As I sat in class last Thursday I could feel the migraine coming. Like a damsel in distress, I was tied to the tracks as a freight train rushed toward me. There was nothing I could do to save myself. I dropped my pen and stopped taking notes. It hit me like a hatchet blow to the right side of my head.
Class dismissed early that day, and I stumbled outside, only half aware of my blurry surroundings. When you get a migraine the vision goes first. I was supposed to attend a happy hour launch party for a magazine I'd worked on, but considering I could only see out of one eye, I decided I'd better go home instead.
My understanding of genetics is limited—so forgive me if I'm mistaken—but from what I've read on Wikipedia, migraines are a sort of genetic disorder, like asthma, or bad vision or being Italian.

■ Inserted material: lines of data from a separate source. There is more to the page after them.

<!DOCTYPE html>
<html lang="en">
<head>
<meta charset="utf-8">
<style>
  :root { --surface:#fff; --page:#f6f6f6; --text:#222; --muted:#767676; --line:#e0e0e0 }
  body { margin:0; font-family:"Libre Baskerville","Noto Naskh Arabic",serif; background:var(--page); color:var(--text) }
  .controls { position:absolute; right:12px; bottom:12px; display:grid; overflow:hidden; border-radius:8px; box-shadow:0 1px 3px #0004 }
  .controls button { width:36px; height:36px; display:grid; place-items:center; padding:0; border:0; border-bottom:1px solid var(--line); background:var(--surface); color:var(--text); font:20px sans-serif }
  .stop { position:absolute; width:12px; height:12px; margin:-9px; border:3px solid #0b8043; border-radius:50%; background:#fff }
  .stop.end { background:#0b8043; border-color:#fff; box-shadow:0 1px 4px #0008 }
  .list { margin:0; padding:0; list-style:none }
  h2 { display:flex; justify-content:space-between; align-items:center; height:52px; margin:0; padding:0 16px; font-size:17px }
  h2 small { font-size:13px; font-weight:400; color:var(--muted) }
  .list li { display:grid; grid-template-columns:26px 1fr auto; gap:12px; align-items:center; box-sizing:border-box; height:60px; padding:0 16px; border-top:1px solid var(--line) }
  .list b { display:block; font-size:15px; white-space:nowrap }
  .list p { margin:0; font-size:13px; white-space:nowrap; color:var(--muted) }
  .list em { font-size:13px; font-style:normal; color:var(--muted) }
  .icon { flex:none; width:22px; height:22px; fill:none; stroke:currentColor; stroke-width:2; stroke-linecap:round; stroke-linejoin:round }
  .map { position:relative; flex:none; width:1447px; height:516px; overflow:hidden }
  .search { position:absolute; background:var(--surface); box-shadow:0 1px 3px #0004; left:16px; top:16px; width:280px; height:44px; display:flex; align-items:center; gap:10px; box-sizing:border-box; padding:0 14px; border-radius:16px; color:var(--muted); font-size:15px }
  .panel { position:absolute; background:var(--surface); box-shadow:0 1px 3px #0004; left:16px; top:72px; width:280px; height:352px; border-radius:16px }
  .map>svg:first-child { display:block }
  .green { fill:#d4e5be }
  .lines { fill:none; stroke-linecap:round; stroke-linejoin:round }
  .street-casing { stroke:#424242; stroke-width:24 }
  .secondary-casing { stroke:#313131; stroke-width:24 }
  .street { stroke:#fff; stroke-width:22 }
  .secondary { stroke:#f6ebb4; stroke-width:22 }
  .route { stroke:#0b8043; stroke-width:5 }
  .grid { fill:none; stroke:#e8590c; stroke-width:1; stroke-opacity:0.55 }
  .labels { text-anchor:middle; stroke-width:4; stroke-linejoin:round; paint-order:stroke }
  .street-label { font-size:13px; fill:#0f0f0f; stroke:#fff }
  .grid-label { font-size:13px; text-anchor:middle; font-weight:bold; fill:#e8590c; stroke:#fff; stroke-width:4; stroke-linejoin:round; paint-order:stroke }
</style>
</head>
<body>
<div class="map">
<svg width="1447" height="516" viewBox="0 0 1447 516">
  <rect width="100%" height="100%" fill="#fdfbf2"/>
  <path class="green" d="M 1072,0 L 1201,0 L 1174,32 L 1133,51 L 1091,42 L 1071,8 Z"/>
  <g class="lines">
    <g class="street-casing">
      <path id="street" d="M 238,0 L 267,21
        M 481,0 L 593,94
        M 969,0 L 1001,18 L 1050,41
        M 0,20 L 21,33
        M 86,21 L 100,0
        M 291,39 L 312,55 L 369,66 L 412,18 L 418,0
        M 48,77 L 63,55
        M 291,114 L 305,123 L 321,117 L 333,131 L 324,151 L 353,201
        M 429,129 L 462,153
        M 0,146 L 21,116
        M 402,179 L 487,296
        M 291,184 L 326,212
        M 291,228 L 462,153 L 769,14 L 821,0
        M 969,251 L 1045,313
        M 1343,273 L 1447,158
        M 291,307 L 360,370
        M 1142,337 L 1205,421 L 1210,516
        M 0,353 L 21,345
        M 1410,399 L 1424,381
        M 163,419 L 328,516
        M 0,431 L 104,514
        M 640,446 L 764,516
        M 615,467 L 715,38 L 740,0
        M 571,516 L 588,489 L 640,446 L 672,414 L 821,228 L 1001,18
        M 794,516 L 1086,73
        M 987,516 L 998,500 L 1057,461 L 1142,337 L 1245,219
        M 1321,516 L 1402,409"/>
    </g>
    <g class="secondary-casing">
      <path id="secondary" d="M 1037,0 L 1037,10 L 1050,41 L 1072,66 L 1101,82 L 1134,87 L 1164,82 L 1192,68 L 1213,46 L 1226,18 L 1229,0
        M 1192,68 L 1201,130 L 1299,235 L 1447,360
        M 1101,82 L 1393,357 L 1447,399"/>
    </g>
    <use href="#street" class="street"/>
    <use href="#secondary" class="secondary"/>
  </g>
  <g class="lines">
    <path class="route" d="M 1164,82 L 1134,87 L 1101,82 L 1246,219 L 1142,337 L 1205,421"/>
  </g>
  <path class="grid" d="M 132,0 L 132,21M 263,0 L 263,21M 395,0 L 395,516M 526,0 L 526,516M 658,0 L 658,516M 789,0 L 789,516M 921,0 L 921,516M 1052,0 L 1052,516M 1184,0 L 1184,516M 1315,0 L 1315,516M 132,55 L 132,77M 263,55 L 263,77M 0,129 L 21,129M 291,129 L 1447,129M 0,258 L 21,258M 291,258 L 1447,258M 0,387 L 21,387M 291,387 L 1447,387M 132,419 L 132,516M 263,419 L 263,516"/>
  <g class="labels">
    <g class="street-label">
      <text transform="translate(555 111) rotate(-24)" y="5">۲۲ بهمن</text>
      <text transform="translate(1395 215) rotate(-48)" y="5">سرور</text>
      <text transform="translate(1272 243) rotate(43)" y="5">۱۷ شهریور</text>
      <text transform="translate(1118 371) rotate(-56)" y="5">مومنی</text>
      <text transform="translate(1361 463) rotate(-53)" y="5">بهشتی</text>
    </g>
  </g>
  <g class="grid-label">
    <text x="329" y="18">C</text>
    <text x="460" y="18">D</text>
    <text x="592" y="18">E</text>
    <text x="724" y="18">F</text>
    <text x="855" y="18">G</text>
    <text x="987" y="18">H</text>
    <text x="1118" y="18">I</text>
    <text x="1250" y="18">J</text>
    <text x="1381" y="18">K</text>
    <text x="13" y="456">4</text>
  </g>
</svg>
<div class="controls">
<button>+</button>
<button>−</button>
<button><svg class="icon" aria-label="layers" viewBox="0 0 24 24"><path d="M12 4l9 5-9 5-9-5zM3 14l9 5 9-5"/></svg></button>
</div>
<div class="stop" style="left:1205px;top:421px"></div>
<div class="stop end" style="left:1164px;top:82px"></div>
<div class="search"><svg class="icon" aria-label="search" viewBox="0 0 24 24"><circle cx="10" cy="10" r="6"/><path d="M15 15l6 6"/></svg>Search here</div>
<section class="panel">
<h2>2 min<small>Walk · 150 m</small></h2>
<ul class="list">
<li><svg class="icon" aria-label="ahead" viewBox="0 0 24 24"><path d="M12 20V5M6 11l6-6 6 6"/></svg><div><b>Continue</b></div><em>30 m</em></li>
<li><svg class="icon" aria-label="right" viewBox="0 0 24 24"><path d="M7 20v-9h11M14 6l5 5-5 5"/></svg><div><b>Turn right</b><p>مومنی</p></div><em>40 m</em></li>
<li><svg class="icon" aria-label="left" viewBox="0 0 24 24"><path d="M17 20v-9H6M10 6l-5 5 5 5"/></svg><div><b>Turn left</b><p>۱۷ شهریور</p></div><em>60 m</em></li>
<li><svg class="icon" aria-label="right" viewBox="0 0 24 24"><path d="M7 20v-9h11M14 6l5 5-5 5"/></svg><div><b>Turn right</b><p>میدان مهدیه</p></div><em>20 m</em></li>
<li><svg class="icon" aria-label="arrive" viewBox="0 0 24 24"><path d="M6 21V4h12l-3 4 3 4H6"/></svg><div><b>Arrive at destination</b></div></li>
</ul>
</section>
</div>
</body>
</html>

Sam, my little brother, got thick, dark curly hair from my mom. I got terrible debilitating headaches. Where's the justice?
The only good thing about getting them from mom is that I've been able to watch how she deals with them. Unfortunately, my memory isn't the greatest and I forget some of her prescribed coping methods. It's like I've got all the ingredients to make a delicious smoothie but can't quite remember whether I should set the blender to frappe or liquefy.

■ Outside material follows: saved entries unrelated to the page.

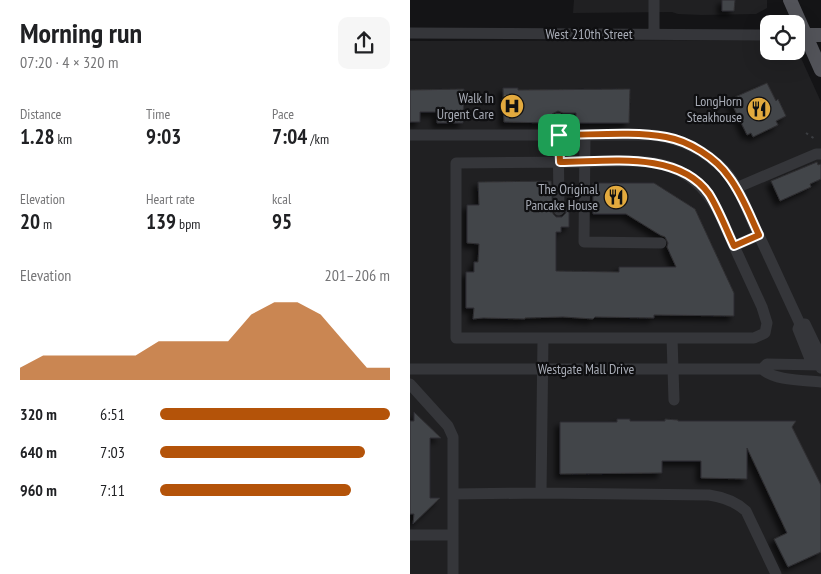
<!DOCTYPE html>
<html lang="en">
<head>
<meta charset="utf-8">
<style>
	:root { --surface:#fff; --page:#f6f6f6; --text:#202124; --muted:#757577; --accent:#b45309 }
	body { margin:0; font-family:"PT Sans Narrow",sans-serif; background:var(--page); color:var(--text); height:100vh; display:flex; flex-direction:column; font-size:19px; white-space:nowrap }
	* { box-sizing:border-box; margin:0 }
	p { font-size:16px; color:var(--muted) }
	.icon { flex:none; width:28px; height:28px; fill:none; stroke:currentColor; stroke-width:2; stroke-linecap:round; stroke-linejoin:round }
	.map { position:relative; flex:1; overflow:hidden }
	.drawer { display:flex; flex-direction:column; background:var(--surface); width:410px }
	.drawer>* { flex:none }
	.tools { position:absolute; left:350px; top:15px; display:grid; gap:10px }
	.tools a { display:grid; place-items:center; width:45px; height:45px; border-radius:10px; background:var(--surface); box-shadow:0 5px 20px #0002; font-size:25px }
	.pin { position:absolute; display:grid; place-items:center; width:42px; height:42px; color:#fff; margin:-21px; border-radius:10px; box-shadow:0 2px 8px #0006 }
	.round { display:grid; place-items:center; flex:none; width:52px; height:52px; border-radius:10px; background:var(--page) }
	.overview { display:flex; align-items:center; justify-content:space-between; height:85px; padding:0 20px }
	h1 { font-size:28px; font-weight:700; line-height:38px }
	.figures { display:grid; grid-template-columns:repeat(3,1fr); gap:8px; height:85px; padding:5px 20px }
	.figures div { display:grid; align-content:center }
	.figures b { font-size:21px; font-weight:700 }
	.figures small { font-size:14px; font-weight:400 }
	.figures p { font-size:14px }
	.chart { height:140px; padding:10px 20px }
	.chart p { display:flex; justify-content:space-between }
	.chart svg { width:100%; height:90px; margin-top:5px; fill:var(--accent); opacity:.7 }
	ul { padding:0 20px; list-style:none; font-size:16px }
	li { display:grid; grid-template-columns:80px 60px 1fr; align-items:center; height:38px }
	li i { height:12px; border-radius:6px; background:var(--accent) }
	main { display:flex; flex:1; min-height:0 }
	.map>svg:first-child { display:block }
</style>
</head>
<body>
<main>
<section class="drawer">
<div class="overview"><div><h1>Morning run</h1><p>07:20 · 4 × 320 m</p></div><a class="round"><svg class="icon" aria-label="share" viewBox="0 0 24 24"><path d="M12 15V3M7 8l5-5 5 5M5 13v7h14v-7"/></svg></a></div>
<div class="figures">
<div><p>Distance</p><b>1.28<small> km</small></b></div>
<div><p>Time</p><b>9:03</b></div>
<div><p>Pace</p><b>7:04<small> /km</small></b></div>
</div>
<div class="figures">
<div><p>Elevation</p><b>20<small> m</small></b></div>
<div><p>Heart rate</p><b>139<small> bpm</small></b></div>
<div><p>kcal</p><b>95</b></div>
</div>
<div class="chart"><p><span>Elevation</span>201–206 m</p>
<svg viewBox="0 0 160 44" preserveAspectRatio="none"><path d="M0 44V38L10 32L20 32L30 32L40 32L50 32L60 25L70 25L80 25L90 25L100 12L110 6L120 6L130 12L140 25L150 38L160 38V44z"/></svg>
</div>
<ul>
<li><b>320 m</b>6:51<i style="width:100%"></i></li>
<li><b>640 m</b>7:03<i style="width:89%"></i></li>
<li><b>960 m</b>7:11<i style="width:83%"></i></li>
</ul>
</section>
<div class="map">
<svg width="411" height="574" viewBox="0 0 411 574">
	<defs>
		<filter id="shadow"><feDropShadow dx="-4.5" dy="4.5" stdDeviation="2.5" flood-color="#0009"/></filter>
	</defs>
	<rect width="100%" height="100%" fill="#141416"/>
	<!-- built -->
	<path fill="#202022" d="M164,0H357V8L346,14L292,15L268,14L262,12L163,13Z
		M359,40V51H386V47L411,102V574H0V41Z"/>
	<!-- building -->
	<path fill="#434448" stroke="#2e2e31" filter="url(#shadow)" d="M312,0H325L324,11H312Z
		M357,83L366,101L368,99L376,116L366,121L368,125L343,137L341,133L337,135L321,102L326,100L325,97Z
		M93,88H108V90L220,89L219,123H166V113H153L148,111L142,114L141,123L94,122Z
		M54,89L53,123H27V112H10V122H0V90Z
		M407,162L408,165L411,164V179L400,184L401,187L370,201L361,181Z
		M141,181L143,214L146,217H152L156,213V207H159V227H151V232H146V271L209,272V267H266L257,247L258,243L255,237L250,235L216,214H183V183H244L285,209L324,293V316L244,315V318L185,317L183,319L153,317L115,318V319L73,318L63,319L64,308H56V272H64V262H68L69,244L57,243V205H69L68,182Z
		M4,412L31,438H20V498H30L3,524L4,514H0V421H4Z
		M207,419H220V421H255V419L268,420V421H386L382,427L411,485V552L378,567L364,539L377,533L337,448V479L291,478V461H252V473L150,474V422H207Z"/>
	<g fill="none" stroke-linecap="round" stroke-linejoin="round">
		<!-- path -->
		<path stroke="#3b3d41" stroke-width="2" stroke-dasharray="2.5 4" stroke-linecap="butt" d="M396,133L405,139"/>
		<!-- minor -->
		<path stroke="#35363a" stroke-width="11" d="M244,0V34
			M0,33L359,35
			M148,118L149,210
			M0,135H242C269,138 294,150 313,169C327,183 335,205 343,223C359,256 374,290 390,324
			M175,135L174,242L251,243
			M175,162C230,161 276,153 307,209L352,307L357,323L355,333L344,338H46V163Z
			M326,188L406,154H411
			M324,246L349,235
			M262,338L264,400
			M407,359H400L388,329L390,324H395L408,351L409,354L407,359L411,368
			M411,365L357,364L352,369C365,381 394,380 411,382
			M0,369H352
			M0,384L38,426L43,437V574
			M131,493L299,495C313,497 326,502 336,511L366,574
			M43,494L131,493L133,338
			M0,535H43"/>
		<!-- major -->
		<path stroke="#525359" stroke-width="14" d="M380,0L411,70
			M395,35H411"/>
	</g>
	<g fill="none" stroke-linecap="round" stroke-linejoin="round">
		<!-- route casing -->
		<g stroke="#fff" stroke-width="10">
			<path id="route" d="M149,135C182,135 224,131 256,137C279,141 306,158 319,177C332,194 340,216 349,235L324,246C316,229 309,210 299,194C268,150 196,162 150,162Z"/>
		</g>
		<!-- route -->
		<use href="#route" stroke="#b45309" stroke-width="6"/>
	</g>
	<!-- icons -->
	<defs>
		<g id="hospital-disc" transform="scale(1.25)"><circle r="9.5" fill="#e3aa3e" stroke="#0f0f11"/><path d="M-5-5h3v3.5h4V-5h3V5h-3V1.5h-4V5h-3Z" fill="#111"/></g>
		<g id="restaurant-disc" transform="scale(1.25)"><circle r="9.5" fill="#e3aa3e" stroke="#0f0f11"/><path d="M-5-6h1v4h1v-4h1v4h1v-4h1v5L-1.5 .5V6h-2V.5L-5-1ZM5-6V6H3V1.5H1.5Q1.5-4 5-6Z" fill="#111"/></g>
	</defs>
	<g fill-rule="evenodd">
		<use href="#hospital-disc" x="102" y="106"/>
		<use href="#restaurant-disc" x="349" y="109"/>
		<use href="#restaurant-disc" x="206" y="197"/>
	</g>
	<g text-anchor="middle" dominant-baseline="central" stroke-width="4.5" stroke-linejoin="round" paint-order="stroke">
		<!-- street labels -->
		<g font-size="14" fill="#a7abb5" stroke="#0f0f11">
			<text x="179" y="34">West 210th Street</text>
			<text x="176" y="369">Westgate Mall Drive</text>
		</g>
		<!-- poi labels -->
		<g font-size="14" fill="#a7abb5" stroke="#0f0f11" text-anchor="end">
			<text x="84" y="98">Walk In<tspan x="84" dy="16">Urgent Care</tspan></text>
			<text x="332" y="101">LongHorn<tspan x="332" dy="16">Steakhouse</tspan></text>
			<text x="188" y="189">The Original<tspan x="188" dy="16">Pancake House</tspan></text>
		</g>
	</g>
</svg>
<div class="tools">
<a><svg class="icon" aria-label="locate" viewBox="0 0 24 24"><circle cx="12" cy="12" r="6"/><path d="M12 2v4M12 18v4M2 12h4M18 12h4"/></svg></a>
</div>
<div class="pin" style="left:149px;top:135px;background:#1e9e55"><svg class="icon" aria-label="arrive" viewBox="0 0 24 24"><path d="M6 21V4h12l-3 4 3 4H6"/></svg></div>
</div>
</main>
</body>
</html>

That was the case Thursday as I tried to battle my migraine, but kept pressing the wrong buttons. I knew caffeine is always a major part of my mom's migraine methods, so as soon as I got home, I threw a brew in the Mr. Coffee and moved onto the next ingredient, painkillers. After some searching, I located something called ""Enteric Coated Aspirin for Arthritis Pain."" Despite the fact that I had neither arthritis nor a clue of what the word ""enteric"" meant, I took a pair of tablets.
My next step was darkness. Off went the lights. On went the sunglasses and total darkness was achieved. Things were going fine to this point, but then it all went wrong.
Perhaps mistaking a cold cure for a migraine reliever, I decided to make chicken noodle soup, which I duly inhaled with my freshly brewed coffee. Then I drank two bottles of water, another important mom method, and headed for bed.
As I lay down, I must have sent the previously mentioned ingestions swirling together into some unholy cocktail in my stomach. It didn't take more than five minutes before that mix sent me sprinting to the toilet. In only my underwear and sunglasses, I must have been quite a sight for my roommate's visiting friends from out of town.
Surprisingly, after spending about ten minutes draped over the toilet, I actually felt much better. I slinked back to my bed, put on The Freewheelin' Bob Dylan—soothing music, also another important mom trick—and passed out for 13 hours.
When I awoke, the migraine was gone and I felt like a million bucks. It seems that, like a delicious fruit smoothie, you can create a successful migraine remedy even if you don't know exactly which buttons to push.